As a teenager, I recall reading in Mad Magazine, that Hitler was alive and well, running a used Volkswagen dealership in Bayonne, New Jersey. While I’d like to consider myself of a different caliber than the writers at Mad Magazine, I cannot help but speculate what would happen, if Haman, and not Hitler were alive today. No used Volkswagen dealership for Haman, of that I am sure. Haman in my musings, would be serving in the U.S. Congress, having been elected by the large Iranian constituency in Nassau County, Long Island. And since a leopard does not change his spots, (Jeremiah 13:23), Haman would be voicing his utter contempt for Jews. As an added feature, Haman would also be making known his diatribe against Israel. Oddly enough, I would not be troubled by any of Haman’s comments, however factually incorrect and ludicrous they would be. What would give me agita though, would be those who would rise up to protect Haman from well-founded criticism and well deserved reprimand.
Given those Jewish voices that were recently heard in the media, however few they have been, protecting a freshman Congresswoman’s ill-advised comments about Jews and Israel, I cannot help but feel, that those very same Jewish voices that spoke up in defense of the freshman Congresswoman, would have weighed in similarly on Haman’s defense as well. Their comments would in all probability be not all that different than the three paragraphs that follow:
In no way was Congressman Haman anti-Semitic. He was merely pointing out how terribly unhealthy the relationship is between the United States and Israel. If Congressman Haman is guilty of anything, it is that he did not speak out four years ago, when an Israeli Prime Minister had the chutzpah to lecture Congress and tell Congress how it must deal with yet another foreign country. This was Congressman Haman’s beloved Iran that the Israeli Prime Minister was vilifying. Are we Americans so heartless, that we cannot feel Congressman Haman’s pain?
Surely, Congressman Haman possesses neither hatred nor prejudice against Jews or any other people. Surely, Congressman Haman possesses neither hatred or prejudice against Israel or any other country. Otherwise, how could he have been elected to Congress in the first place? I’m not asking that you necessarily agree with Congressman Haman’s well thought comments about American Jews and Israel. I’m asking that as Americans, you accord him honor and respect. After all, isn’t that what freedom of speech is all about in this country?

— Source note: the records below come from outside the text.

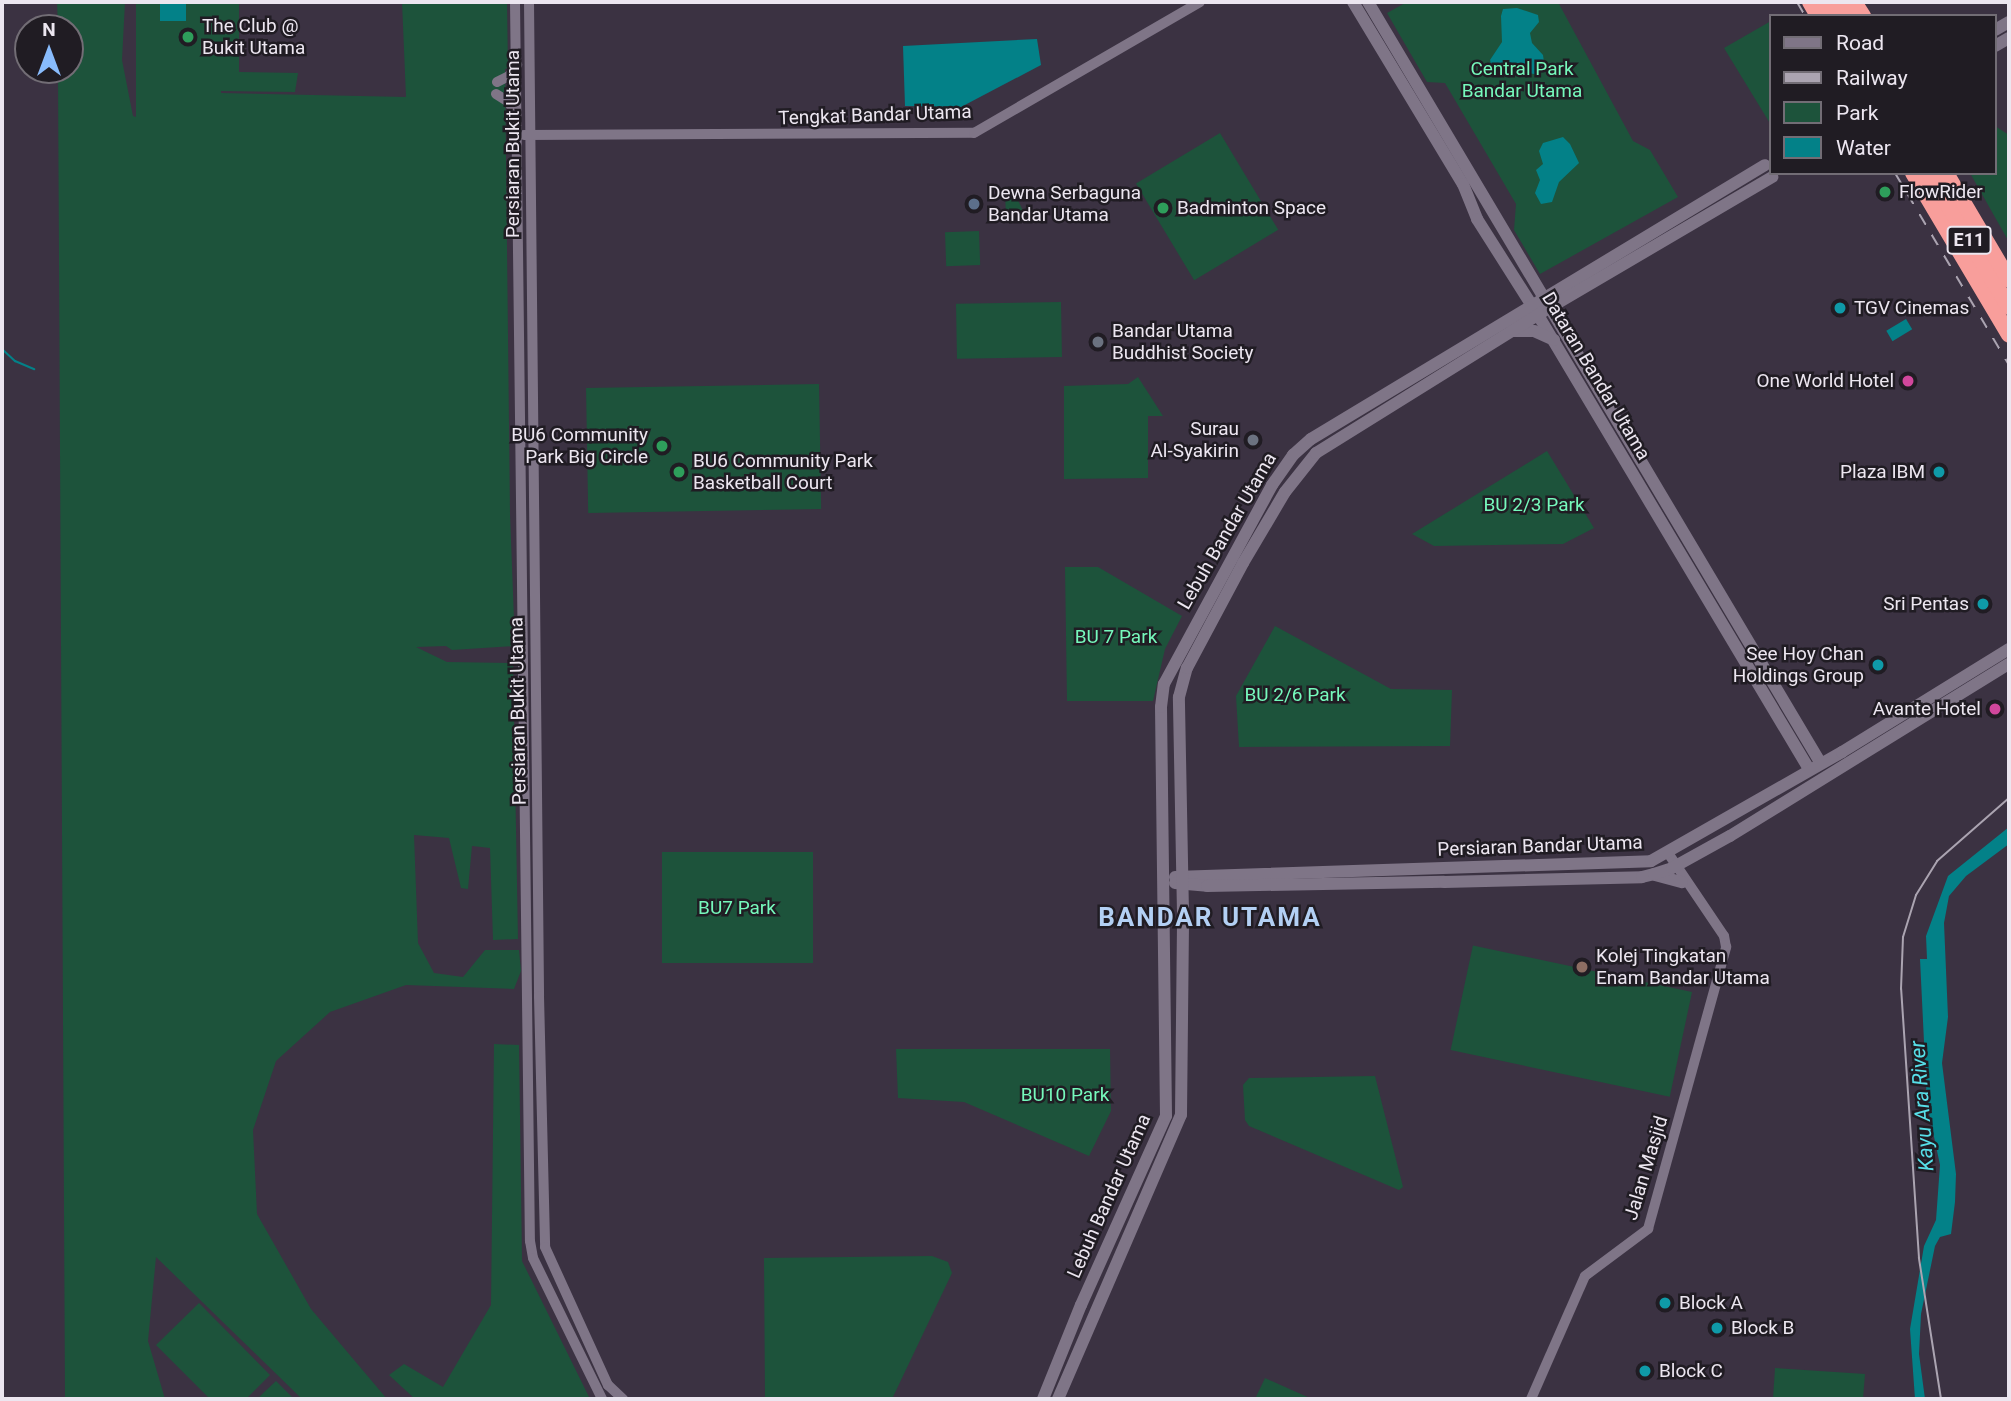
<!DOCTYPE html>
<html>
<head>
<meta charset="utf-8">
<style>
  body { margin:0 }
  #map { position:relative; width:2011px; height:1401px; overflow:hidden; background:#3b3242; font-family:Roboto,sans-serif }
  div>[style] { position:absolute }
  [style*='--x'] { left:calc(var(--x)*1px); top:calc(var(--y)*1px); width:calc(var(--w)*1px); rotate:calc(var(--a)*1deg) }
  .green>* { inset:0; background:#1d533b; transform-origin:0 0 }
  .water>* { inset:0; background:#038188; transform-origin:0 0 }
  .stream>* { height:2px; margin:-1px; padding:0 1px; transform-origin:1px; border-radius:1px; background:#038188 }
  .tertiary>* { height:10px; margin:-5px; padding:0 5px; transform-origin:5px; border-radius:5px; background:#7f7587 }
  .secondary>* { height:12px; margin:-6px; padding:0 6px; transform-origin:6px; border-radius:6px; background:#7f7587 }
  .motorway>* { height:16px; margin:-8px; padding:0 8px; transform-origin:8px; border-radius:8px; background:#f89e9b }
  .tram>* { height:2px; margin:-1px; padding:0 1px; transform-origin:1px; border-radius:1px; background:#aba4b1 }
  .rail>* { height:2px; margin-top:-1px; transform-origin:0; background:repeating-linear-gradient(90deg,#aba4b1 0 12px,transparent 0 24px) }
  .dots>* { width:19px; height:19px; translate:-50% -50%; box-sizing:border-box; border:4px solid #201c23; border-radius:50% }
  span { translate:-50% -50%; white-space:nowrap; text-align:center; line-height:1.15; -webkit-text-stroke:5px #201c23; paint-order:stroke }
  .shield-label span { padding:2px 5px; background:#201c23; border:2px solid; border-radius:5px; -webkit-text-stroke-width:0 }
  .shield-label { font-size:18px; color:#ece6f0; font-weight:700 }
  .poi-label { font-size:19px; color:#ece6f0 }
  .left { translate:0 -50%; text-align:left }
  .right { translate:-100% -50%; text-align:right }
  .park-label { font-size:19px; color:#76f9bc }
  .street-label { font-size:19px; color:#ece6f0 }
  .water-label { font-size:21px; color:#57dfe8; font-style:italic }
  .district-label { font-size:26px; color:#b3d0f4; font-weight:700; letter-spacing:2px }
  .frame { position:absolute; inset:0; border:4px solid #ece6f0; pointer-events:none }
  .legend { position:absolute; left:1769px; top:14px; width:228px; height:161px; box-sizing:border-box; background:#201c23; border:2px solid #726d75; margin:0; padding:9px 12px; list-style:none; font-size:21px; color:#ece6f0 }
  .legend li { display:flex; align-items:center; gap:14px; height:35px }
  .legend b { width:35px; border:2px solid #726d75 }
  .north { position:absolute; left:14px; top:14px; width:70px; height:70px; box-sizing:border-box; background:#201c23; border:2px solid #726d75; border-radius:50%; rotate:0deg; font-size:19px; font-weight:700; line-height:28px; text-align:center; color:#ece6f0 }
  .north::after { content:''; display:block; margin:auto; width:24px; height:32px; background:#88bbfc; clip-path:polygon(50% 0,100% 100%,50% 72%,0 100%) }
</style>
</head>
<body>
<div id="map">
  <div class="green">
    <i style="clip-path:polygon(57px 2px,125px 2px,122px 60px,133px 116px,136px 117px,136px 2px,239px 2px,239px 72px,298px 73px,295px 92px,221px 91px,221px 93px,406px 97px,402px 2px,507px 2px,508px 68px,505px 69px,510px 514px,515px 646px,452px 650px,446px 646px,416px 647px,447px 662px,513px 663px,518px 939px,493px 940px,490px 848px,472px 846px,468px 889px,461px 888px,449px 838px,414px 835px,418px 943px,434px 973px,463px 977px,485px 950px,519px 950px,521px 971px,514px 989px,406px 985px,330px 1012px,276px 1061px,253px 1130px,257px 1214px,311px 1309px,387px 1399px,302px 1399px,156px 1257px,148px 1341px,165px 1399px,65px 1399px,58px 70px,70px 70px,70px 28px,58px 28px)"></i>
    <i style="clip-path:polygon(1407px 2px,1558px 2px,1633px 141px,1650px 150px,1678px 197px,1540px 274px,1514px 230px,1516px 204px,1445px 83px,1427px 82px,1387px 13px)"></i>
    <i style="clip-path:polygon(1771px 21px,1771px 125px,1724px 48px)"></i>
    <i style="clip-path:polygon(1995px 126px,2009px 135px,2009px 242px,1970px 173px,1995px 173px)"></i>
    <i style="left:1220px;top:133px;width:113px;height:98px;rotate:59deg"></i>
    <i style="clip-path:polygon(1005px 193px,1015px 194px,1025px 215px,1006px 216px)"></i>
    <i style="left:979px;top:231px;width:34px;height:34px;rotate:88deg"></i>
    <i style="left:1061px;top:302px;width:55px;height:105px;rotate:89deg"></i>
    <i style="clip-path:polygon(1138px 377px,1163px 416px,1148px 416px,1148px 478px,1064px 479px,1064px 386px,1128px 384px)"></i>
    <i style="left:819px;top:384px;width:125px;height:233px;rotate:89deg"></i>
    <i style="clip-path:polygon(1547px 451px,1594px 528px,1563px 544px,1434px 546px,1412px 534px)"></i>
    <i style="clip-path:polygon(1065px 567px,1098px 567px,1182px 616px,1165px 649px,1153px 701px,1067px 701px)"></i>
    <i style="clip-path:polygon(1275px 626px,1391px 689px,1452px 690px,1450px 746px,1239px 747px,1236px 696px)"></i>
    <i style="left:813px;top:852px;width:111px;height:151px;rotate:90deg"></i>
    <i style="left:1692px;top:992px;width:107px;height:224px;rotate:102deg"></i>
    <i style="clip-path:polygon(494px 1044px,519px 1045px,522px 1261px,590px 1399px,415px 1399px,389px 1375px,404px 1364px,443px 1387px,491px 1305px)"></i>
    <i style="clip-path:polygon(896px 1049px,1110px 1049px,1111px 1111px,1089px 1156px,964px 1102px,898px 1098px)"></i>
    <i style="clip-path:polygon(1375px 1076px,1403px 1187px,1399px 1190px,1249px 1126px,1245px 1120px,1243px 1085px,1249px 1078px)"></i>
    <i style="clip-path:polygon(932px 1256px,948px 1262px,952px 1273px,892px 1399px,765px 1399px,764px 1258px)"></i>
    <i style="clip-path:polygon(199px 1303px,270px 1375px,246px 1399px,210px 1399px,156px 1345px)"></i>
    <i style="clip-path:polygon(1775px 1368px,1865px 1374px,1863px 1399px,1773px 1399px)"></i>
    <i style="clip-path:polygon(1265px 1378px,1312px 1399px,1255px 1399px)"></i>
    <i style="clip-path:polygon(276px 1381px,294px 1399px,257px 1399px)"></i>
  </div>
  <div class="water">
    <i style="left:160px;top:2px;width:26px;height:19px"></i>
    <i style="clip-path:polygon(1517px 8px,1538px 15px,1539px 22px,1530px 33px,1532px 43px,1543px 55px,1545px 69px,1538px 75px,1513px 69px,1492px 68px,1490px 60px,1502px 42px,1501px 16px,1503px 9px)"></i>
    <i style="clip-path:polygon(1037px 39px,1041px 65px,961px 107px,905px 106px,903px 46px)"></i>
    <i style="clip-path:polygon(1563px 137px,1570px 144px,1579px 163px,1559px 182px,1552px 202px,1541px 204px,1535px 193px,1540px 180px,1536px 170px,1543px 164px,1539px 151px,1543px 143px)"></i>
    <i style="left:1906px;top:319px;width:12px;height:23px;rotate:59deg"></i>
    <i style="clip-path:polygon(2009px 827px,2009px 844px,1966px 876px,1949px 896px,1944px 923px,1948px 1017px,1942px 1063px,1956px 1174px,1955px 1202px,1951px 1234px,1940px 1237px,1935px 1246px,1921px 1314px,1919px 1354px,1925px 1399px,1915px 1399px,1910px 1329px,1924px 1246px,1936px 1220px,1940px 1165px,1927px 1104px,1920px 959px,1927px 959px,1926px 936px,1948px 876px)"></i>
  </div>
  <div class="stream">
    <i style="--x:2;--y:349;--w:18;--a:43"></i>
    <i style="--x:15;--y:361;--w:21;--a:23"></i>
  </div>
  <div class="tertiary">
    <i style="--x:515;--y:2;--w:1239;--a:89.31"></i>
    <i style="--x:530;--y:1241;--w:17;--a:80"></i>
    <i style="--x:533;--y:1258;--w:157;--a:63.9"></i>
    <i style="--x:529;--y:2;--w:994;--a:89.42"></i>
    <i style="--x:539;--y:996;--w:251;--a:88.6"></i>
    <i style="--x:545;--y:1247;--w:152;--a:65.5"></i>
    <i style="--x:608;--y:1385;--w:21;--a:43"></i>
    <i style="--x:497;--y:82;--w:13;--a:-27"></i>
    <i style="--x:509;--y:76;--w:14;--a:-54"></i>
    <i style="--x:496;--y:94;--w:15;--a:32"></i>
    <i style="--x:509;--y:102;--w:16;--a:63"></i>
    <i style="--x:524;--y:135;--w:450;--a:-0.3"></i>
    <i style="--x:974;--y:133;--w:261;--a:-30.1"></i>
    <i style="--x:1531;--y:1399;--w:134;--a:-66.3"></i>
    <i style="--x:1585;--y:1276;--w:79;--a:-36.7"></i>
    <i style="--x:1648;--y:1229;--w:293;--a:-74.5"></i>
    <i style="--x:1726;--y:947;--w:11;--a:-100"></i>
    <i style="--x:1724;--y:936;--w:100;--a:-124"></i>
  </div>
  <div class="secondary">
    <i style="--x:1353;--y:2;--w:213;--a:58.9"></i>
    <i style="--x:1463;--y:184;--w:38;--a:68"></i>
    <i style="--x:1477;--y:219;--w:114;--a:57.6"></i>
    <i style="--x:1538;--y:315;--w:529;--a:59.17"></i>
    <i style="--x:1368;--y:2;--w:884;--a:59.26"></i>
    <i style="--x:1995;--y:30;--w:16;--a:-30"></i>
    <i style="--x:1995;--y:46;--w:16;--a:-30"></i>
    <i style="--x:1512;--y:331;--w:22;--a:0"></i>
    <i style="--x:1534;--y:331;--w:22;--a:24"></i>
    <i style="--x:1655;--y:875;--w:28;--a:15"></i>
    <i style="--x:1175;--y:877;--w:476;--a:-1.9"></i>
    <i style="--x:1651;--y:861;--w:220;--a:-29.7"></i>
    <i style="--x:1842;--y:752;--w:196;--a:-31.7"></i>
    <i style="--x:1175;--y:883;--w:32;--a:5"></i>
    <i style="--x:1207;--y:886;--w:237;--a:-1"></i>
    <i style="--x:1444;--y:882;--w:198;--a:-1.4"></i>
    <i style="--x:1642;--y:877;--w:12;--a:-14"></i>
    <i style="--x:1654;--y:874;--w:19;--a:-18"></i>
    <i style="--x:1672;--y:868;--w:66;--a:-28.9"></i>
    <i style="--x:1730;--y:836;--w:328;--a:-31.7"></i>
    <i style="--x:1043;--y:1399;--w:101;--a:-68"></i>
    <i style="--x:1081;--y:1305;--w:207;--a:-65.8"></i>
    <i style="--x:1166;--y:1116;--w:409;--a:-90.7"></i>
    <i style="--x:1161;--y:707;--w:23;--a:-83"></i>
    <i style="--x:1164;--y:684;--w:226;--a:-61.5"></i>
    <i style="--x:1272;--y:485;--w:37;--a:-55"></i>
    <i style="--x:1293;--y:455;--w:24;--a:-42"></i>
    <i style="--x:1311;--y:439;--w:530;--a:-31.11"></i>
    <i style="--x:1058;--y:1399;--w:309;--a:-66.6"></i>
    <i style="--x:1181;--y:1115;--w:202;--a:-89.4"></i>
    <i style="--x:1183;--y:913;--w:216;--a:-91.1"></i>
    <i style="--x:1179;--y:697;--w:30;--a:-75"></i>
    <i style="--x:1187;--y:668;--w:119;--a:-61.9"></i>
    <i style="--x:1243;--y:563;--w:82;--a:-59.4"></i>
    <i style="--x:1285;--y:492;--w:50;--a:-51.5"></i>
    <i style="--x:1316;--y:453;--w:274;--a:-31.9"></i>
    <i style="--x:1549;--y:308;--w:259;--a:-30.4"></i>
  </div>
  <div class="motorway">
    <i style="--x:1810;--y:2;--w:16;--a:60"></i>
    <i style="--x:1824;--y:2;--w:16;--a:60"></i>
    <i style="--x:1839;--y:2;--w:16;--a:60"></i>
    <i style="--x:1854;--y:2;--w:17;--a:57"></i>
    <i style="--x:1913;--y:173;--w:188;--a:59.3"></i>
    <i style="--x:1929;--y:173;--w:156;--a:59.2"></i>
    <i style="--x:1946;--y:173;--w:124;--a:59.5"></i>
  </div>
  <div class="tram">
    <i style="--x:1941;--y:1399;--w:143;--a:-98.9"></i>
    <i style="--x:1919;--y:1258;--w:270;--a:-93.8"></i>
    <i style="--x:1901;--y:989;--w:52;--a:-87.8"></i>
    <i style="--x:1903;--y:937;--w:44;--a:-72.8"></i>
    <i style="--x:1916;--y:895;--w:40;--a:-58"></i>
    <i style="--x:1937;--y:861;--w:96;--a:-41.2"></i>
  </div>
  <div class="rail">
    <i style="--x:1797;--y:2;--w:16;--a:60"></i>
    <i style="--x:1895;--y:173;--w:223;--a:59.3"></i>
  </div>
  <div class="dots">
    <i style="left:188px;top:37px;background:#2e9e5b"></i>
    <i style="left:1885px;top:192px;background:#2e9e5b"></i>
    <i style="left:974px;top:204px;background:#5c6f8a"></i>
    <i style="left:1163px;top:208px;background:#2e9e5b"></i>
    <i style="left:1840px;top:308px;background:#0f9aa8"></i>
    <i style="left:1098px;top:342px;background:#6b7280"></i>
    <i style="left:1908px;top:381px;background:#d1479c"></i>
    <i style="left:1253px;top:440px;background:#6b7280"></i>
    <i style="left:662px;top:446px;background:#2e9e5b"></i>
    <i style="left:679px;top:472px;background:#2e9e5b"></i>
    <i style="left:1939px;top:472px;background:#0f9aa8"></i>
    <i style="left:1983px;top:604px;background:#0f9aa8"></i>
    <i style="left:1878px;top:665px;background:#0f9aa8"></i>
    <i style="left:1995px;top:709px;background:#d1479c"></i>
    <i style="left:1582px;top:967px;background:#8d6e63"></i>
    <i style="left:1665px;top:1303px;background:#0f9aa8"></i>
    <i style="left:1717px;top:1328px;background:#0f9aa8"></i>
    <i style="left:1645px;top:1371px;background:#0f9aa8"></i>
  </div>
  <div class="shield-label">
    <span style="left:1969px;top:240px">E11</span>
  </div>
  <div class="poi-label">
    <span class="left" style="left:202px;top:37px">The Club @<br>Bukit Utama</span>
    <span class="left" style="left:1899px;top:192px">FlowRider</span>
    <span class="left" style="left:988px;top:204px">Dewna Serbaguna<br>Bandar Utama</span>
    <span class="left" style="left:1177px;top:208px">Badminton Space</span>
    <span class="left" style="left:1854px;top:308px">TGV Cinemas</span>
    <span class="left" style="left:1112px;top:342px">Bandar Utama<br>Buddhist Society</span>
    <span class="right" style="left:1894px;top:381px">One World Hotel</span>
    <span class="right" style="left:1239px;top:440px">Surau<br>Al-Syakirin</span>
    <span class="right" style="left:648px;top:446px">BU6 Community<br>Park Big Circle</span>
    <span class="left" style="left:693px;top:472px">BU6 Community Park<br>Basketball Court</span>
    <span class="right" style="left:1925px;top:472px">Plaza IBM</span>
    <span class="right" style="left:1969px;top:604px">Sri Pentas</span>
    <span class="right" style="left:1864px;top:665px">See Hoy Chan<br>Holdings Group</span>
    <span class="right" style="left:1981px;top:709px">Avante Hotel</span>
    <span class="left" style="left:1596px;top:967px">Kolej Tingkatan<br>Enam Bandar Utama</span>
    <span class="left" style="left:1679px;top:1303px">Block A</span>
    <span class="left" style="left:1731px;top:1328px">Block B</span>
    <span class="left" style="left:1659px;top:1371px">Block C</span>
  </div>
  <div class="park-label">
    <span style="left:1522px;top:80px">Central Park<br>Bandar Utama</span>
    <span style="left:1534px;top:505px">BU 2/3 Park</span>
    <span style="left:1116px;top:637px">BU 7 Park</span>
    <span style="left:1295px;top:695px">BU 2/6 Park</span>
    <span style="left:737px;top:908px">BU7 Park</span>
    <span style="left:1065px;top:1095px">BU10 Park</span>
  </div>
  <div class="street-label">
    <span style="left:875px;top:115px;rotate:-2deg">Tengkat Bandar Utama</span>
    <span style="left:513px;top:144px;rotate:-90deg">Persiaran Bukit Utama</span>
    <span style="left:1596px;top:376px;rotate:59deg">Dataran Bandar Utama</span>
    <span style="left:1227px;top:531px;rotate:-60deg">Lebuh Bandar Utama</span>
    <span style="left:518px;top:711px;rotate:-91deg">Persiaran Bukit Utama</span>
    <span style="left:1540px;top:846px;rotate:-2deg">Persiaran Bandar Utama</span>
    <span style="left:1646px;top:1168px;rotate:-73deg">Jalan Masjid</span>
    <span style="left:1109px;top:1196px;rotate:-66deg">Lebuh Bandar Utama</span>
  </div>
  <div class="water-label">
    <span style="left:1922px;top:1106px;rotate:-94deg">Kayu Ara River</span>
  </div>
  <div class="district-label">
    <span style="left:1210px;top:918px">BANDAR UTAMA</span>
  </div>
  <div class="frame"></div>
  <ul class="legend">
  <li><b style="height:9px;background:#7f7587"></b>Road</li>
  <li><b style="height:9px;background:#aba4b1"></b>Railway</li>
  <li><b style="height:19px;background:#1d533b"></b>Park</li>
  <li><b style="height:19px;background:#038188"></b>Water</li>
  </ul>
  <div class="north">N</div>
</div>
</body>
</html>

As, a Jew, I strongly condemn, anti-Semitism, whether it comes from Congressman Haman or from the person behind the counter at the bakery, where I shop. Let us not however, equate anti-Semitism with legitimate criticism of the “Shanda Government” in Israel. When Congressman Haman said, “it’s all about the Benjamins baby,” his remarks were taken out of context. What Congressman Haman meant to say, is that American Jews have no right to support an apartheid, fascist, government that treats its Arab citizens worse than the way the Nazis treated our people in World War II. As an American, as a Jew, I implore you! Let us never deny Congressman Haman, the right of legitimate debate and certainly, the right of free speech.
Congressman Haman apologized to me the other day – not only for the words he used – he apologized to me as a Jew. He did not have to. I admire him for that. I want to tell you, that being a Jew, is to be welcoming to the stranger. And I want to tell you, that Haman is from Iran. Who are we to call him out for anti-Semitism? Yes, anti-Semitism is a huge problem, but so too is the way we view the Ayatollah, Sayyid Ali Hosseini Khamenei and his government. Shouldn’t we Jews serve as an example to learn from other cultures, rather than criticize them? As Jews who know only too well what it’s like to be a refugee, how dare we treat Congressman Haman, a refugee himself, in such a condescending fashion! It is we who owe Congressman Haman an apology. Let us seek to establish dialogue with Congressman Haman. Let’s work toward peoplehood, peace and good. Let us seek love, understanding and coexistence. Why can’t we all just get along?
As one who takes the message of the Megillah very seriously, I pray that next week’s grating sounds of the graggers, penetrate the auditory nerves of groggy Jews who make it a point to defend those who vilify Jews and the Jewish State, for it is they who ultimately they pose the greatest danger in what they say.